The motto of the city of Stamford, on the other hand, is “The City That Works!” and it appears by work they mean knocking down anything more than a few decades old and replacing it with large, mind-numbingly boring office buildings. I had to look very hard to find anything of historical interest in Stamford related to the post road; it seems the city leaders have, on more than one occasion as I will show, made a conscious effort to ablate the center of town and replace it with a modern version that “works.” Whether the city works or not is a matter for discussion; one thing is certain--it is without doubt the town with the fewest existing historical connections to the old King’s Highway of any town through which I have passed on the previous 300 miles of my journey and hence one of my least favorite.
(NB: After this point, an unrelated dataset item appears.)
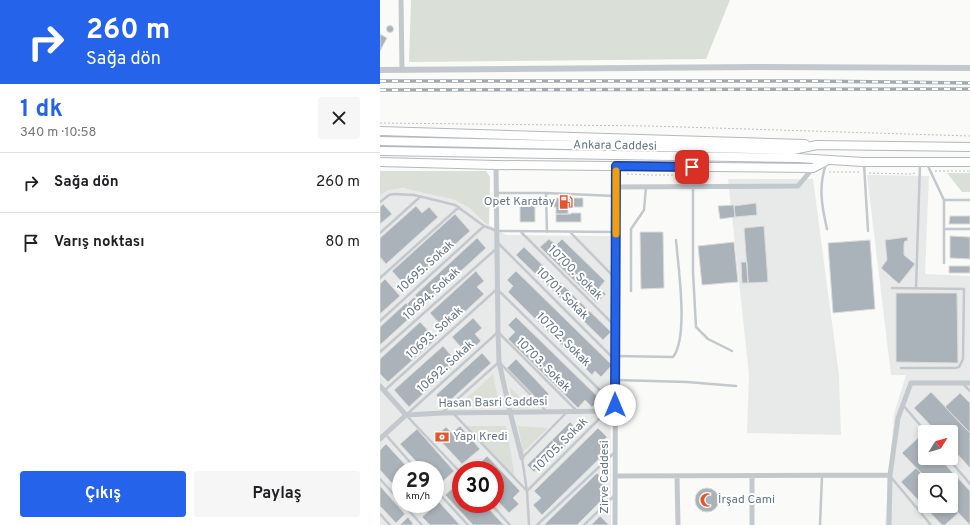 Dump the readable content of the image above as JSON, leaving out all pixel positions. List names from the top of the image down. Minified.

I hate to pick and choose winners and losers amongst the towns through which I have traveled but despite the fulsome praise longtime resident William F. Buckley lavished on the town in his introduction to a local history of Stamford, the city rates very low on my list of cities I would visit again.
*****
From the tree in the photograph above, which is near the First Congregational Church around mile 47 on Colles’s map, I walk three more miles in Darien before I reach the Noroton River which marks the border between Darien and Stamford. After a few more minutes on Old King’s Highway North I pass a red colonial-era house that is the headquarters of the Darien Historical Society. Then I pass the aforementioned small shopping plaza which is near the Darien train station on the Metro North Line. Even the station seems like it has been there for a long time (which it has; the first train stopped here on Christmas Day, 1848). In order to pass over the railroad tracks I need to take a short detour that brings me to Boston Post Road for a minute or so. This is the heart of the Darien center commercial district, and it is one of the more pleasant and low key parts of US1 I have encountered. I suppose the fact that Darien is one of the wealthiest towns in America means that development is strictly regulated. It also helps to have Norwalk on one side and Stamford on the other, both of which seem eager to build malls with gay abandon along their stretch of Boston Post Road. The people of Darien can live in their lovely town and head to the Home Depot or Walmart a couple of miles away in the next town. This is the flip side of the equation I described in the previous entry: on the one hand walking three to five miles to church in Stamford or Norwalk was onerous enough to cause the local residents to petition the legislature for a church of their own, but on the other hand modern conveniences such as automobiles make a trip of three to five miles to either town to buy a refrigerator or some groceries a snap and allows the town to maintain a strict attitude towards large commercial development.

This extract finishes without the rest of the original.